START Recorded information

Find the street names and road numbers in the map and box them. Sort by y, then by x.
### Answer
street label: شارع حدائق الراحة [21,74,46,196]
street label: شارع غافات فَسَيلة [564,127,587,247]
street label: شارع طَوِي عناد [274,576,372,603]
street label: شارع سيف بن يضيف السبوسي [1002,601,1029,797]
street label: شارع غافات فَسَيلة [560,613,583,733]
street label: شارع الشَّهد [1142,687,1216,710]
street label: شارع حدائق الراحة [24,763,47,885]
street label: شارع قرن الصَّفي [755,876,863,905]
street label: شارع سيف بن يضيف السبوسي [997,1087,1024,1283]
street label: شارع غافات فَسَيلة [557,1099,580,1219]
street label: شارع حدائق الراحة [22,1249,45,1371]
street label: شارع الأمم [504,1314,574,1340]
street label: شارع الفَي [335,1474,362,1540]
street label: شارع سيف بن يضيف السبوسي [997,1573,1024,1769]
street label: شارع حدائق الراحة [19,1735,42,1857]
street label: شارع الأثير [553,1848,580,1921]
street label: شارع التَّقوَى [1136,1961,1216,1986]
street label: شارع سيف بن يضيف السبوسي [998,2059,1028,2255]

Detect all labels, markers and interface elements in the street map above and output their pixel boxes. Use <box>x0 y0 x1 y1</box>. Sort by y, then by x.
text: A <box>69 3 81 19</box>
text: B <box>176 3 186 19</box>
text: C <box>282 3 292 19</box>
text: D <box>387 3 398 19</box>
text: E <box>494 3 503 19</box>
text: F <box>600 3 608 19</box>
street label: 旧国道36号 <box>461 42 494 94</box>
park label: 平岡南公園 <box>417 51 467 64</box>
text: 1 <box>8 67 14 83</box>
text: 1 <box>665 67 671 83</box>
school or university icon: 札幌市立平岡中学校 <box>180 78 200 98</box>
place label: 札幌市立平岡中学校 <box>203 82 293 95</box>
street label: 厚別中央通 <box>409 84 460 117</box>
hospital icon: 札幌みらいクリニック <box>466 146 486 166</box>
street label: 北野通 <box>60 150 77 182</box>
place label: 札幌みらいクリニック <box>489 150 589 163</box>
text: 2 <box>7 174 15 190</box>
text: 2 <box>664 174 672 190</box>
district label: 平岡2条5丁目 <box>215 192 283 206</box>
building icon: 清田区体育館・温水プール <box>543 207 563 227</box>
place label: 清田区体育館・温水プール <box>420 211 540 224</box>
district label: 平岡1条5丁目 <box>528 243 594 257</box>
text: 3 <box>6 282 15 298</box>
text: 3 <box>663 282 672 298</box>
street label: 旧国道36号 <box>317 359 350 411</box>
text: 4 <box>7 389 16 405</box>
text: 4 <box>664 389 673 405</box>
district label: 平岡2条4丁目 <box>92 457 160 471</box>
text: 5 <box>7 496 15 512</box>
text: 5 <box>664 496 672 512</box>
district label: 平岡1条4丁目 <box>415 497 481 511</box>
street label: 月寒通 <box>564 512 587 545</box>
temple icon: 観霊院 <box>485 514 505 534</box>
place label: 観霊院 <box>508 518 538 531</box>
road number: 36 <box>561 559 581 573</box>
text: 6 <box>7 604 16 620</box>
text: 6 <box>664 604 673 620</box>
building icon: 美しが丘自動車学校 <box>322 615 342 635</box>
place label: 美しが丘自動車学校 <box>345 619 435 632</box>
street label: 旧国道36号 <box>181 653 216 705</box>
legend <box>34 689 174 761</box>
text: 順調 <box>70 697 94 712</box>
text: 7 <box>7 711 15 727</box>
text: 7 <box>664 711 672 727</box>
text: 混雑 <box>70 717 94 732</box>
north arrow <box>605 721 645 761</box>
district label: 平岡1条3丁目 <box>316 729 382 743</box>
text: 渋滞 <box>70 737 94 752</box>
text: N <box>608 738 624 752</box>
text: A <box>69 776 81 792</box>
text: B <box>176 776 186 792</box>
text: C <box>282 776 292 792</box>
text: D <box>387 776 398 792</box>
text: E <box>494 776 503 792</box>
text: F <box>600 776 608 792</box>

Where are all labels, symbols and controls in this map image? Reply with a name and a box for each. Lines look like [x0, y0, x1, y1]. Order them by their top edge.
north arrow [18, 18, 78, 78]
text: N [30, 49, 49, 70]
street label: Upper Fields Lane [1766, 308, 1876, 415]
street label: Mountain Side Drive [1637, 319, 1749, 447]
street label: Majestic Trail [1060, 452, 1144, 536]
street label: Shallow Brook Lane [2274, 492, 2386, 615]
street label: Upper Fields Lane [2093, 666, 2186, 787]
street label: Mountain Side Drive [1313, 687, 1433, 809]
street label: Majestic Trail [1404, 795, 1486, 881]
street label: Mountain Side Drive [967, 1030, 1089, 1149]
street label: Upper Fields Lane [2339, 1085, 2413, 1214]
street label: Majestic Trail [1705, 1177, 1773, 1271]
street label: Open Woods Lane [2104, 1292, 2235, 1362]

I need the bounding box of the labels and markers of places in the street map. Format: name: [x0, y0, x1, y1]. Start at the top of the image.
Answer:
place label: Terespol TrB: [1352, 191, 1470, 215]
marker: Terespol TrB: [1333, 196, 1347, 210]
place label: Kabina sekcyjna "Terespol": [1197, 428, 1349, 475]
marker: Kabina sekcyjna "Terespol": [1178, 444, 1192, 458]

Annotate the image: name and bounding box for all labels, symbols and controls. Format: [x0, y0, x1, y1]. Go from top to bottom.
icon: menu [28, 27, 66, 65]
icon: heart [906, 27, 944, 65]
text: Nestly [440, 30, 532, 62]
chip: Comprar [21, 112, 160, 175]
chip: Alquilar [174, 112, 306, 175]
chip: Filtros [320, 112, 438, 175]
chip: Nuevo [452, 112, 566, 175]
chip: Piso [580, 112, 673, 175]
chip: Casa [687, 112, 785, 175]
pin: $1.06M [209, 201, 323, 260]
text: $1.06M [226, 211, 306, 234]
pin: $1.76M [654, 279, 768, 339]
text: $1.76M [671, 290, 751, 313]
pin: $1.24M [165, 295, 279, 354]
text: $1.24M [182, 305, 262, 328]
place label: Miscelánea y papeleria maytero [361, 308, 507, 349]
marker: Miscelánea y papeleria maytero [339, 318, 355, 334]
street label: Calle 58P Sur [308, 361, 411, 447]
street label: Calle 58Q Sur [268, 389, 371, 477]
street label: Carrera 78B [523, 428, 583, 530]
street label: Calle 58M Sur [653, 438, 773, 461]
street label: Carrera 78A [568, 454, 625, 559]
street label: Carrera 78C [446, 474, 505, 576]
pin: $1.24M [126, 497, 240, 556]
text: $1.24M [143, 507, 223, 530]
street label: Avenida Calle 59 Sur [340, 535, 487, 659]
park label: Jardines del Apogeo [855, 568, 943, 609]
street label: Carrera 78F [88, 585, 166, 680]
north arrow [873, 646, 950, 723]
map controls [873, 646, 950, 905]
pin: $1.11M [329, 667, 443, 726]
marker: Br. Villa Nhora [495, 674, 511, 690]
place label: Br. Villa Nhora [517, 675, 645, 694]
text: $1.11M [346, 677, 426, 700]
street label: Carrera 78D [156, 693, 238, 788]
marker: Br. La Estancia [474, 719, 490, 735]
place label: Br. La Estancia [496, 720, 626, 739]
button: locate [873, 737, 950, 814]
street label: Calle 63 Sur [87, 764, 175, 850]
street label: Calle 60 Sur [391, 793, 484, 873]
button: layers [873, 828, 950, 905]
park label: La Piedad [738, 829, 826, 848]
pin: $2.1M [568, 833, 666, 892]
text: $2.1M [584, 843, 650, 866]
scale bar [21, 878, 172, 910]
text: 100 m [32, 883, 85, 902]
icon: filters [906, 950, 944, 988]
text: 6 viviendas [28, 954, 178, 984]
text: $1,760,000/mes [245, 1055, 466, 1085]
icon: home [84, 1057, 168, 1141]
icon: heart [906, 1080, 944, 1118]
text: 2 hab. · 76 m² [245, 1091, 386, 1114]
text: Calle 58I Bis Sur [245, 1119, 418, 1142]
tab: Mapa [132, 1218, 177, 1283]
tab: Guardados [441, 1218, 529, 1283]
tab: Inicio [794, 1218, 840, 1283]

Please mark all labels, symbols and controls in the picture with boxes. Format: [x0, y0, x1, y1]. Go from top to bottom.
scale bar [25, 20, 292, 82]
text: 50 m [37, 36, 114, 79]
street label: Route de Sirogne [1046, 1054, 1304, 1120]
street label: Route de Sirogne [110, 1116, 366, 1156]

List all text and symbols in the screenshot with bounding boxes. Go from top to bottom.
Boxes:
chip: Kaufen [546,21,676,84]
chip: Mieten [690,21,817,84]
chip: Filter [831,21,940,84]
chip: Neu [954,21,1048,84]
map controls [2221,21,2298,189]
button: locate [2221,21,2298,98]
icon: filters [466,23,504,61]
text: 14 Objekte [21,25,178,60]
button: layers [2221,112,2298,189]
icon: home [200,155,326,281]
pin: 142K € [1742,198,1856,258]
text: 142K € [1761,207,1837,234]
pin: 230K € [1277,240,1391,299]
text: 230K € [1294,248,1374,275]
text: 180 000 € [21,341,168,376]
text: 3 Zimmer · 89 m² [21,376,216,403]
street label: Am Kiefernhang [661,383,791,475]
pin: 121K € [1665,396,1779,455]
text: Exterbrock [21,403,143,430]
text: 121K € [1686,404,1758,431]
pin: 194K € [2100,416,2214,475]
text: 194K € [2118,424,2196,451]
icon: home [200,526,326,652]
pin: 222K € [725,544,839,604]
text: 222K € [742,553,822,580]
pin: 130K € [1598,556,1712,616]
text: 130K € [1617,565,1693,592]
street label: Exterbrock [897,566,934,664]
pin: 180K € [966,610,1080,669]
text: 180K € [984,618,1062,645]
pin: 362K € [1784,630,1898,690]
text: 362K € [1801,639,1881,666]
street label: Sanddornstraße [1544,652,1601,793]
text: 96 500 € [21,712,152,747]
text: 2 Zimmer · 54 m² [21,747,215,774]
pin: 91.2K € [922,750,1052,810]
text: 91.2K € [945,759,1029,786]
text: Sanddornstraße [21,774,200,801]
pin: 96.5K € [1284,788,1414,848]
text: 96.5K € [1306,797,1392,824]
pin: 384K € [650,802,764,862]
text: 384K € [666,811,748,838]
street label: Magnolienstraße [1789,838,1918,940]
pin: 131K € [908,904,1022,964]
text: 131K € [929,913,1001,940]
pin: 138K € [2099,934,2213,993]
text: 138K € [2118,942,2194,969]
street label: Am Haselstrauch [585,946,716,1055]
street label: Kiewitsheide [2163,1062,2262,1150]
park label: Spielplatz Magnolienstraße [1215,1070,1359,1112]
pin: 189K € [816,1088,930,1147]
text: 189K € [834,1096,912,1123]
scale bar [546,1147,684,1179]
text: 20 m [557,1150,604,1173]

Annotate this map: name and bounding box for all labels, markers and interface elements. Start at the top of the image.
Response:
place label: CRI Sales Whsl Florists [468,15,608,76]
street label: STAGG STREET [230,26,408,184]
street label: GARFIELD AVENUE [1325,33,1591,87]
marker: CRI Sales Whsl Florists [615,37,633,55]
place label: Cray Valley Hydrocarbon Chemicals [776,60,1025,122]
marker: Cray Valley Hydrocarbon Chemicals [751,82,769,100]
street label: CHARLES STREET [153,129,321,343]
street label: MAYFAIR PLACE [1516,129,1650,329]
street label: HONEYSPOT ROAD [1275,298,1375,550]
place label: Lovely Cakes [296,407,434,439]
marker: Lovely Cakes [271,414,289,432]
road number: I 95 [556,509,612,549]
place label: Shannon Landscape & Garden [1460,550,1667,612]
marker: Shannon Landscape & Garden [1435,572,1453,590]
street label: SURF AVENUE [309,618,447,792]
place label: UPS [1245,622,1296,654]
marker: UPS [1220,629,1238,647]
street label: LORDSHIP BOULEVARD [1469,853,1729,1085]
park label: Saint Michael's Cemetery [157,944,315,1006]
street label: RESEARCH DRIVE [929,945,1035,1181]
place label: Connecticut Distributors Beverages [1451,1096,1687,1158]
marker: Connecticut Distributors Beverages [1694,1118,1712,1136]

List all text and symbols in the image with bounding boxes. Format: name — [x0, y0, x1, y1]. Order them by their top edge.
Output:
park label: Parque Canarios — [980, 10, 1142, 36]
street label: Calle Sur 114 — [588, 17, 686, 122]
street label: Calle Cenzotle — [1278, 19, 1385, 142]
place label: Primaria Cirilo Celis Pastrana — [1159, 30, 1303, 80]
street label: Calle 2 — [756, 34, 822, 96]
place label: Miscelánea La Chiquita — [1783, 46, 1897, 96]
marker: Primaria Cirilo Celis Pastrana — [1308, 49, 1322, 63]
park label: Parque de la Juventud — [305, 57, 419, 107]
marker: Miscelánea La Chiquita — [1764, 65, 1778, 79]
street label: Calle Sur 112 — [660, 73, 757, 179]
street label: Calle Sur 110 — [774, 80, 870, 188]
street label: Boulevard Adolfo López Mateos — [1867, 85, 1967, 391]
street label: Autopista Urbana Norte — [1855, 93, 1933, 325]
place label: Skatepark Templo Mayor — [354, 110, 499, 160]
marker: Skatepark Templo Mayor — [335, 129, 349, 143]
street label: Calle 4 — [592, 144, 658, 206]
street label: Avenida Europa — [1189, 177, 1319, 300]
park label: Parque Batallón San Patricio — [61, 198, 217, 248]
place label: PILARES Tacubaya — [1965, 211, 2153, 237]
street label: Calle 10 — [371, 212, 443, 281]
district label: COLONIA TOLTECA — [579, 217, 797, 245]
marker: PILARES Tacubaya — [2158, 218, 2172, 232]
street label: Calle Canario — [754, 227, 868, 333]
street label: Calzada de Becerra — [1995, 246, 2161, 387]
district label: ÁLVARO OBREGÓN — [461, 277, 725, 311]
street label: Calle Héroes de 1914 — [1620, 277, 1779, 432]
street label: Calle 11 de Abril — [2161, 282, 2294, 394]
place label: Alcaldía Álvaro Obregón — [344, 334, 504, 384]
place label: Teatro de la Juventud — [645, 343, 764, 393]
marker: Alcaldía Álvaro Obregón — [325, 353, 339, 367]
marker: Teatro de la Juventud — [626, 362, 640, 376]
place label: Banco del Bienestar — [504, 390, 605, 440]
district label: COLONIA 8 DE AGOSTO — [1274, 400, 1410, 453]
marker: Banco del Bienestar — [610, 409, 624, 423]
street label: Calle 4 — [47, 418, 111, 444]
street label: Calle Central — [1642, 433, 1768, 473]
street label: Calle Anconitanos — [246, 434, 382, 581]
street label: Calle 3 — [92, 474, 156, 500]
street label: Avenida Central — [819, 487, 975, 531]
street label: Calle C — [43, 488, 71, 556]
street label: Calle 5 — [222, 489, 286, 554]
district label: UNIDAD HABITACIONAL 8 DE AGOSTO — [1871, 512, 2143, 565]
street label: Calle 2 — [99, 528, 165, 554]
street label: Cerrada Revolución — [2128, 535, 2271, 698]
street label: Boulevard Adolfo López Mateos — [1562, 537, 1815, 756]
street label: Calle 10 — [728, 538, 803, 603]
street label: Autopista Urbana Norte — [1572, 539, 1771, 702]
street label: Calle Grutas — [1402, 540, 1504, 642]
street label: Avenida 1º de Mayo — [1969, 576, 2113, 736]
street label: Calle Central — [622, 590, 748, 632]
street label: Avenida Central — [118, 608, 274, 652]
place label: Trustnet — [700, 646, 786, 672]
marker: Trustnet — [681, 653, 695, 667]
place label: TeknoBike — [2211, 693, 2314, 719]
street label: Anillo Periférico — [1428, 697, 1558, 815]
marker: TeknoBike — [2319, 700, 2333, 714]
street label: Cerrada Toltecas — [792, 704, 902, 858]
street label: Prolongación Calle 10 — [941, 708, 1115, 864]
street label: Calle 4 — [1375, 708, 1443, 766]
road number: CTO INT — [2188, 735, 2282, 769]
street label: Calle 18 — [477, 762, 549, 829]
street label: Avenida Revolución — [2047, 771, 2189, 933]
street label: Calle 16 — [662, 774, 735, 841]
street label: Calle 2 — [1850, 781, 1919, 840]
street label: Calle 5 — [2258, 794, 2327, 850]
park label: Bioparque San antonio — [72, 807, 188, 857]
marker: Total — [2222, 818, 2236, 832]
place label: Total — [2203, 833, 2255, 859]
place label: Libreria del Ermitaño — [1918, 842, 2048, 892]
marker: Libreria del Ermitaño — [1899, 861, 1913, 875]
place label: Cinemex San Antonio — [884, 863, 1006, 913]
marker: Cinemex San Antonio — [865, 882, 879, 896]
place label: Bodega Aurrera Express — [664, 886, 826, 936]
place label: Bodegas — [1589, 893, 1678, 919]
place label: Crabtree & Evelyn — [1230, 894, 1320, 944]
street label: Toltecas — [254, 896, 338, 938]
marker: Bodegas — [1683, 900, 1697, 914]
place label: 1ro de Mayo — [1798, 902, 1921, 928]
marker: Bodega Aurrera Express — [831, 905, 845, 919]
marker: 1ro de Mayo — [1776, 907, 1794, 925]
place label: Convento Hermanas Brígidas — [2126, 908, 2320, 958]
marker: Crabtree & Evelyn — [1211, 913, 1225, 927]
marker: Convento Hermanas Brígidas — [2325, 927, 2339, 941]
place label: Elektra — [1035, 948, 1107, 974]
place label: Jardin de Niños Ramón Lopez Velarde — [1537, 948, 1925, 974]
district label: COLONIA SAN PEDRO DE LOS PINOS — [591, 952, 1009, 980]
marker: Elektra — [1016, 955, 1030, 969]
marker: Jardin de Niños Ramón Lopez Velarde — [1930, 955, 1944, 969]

END Recorded information

◆ What the exercise asks
Return only the part of the records above that opens with the line containing "Please mark all" and closes with the line containing "List all text and symbols in the screenshot", ends included.

◆ Solution for this problem
Please mark all labels, symbols and controls in the picture with boxes. Format: [x0, y0, x1, y1]. Go from top to bottom.
scale bar [25, 20, 292, 82]
text: 50 m [37, 36, 114, 79]
street label: Route de Sirogne [1046, 1054, 1304, 1120]
street label: Route de Sirogne [110, 1116, 366, 1156]

List all text and symbols in the screenshot with bounding boxes. Go from top to bottom.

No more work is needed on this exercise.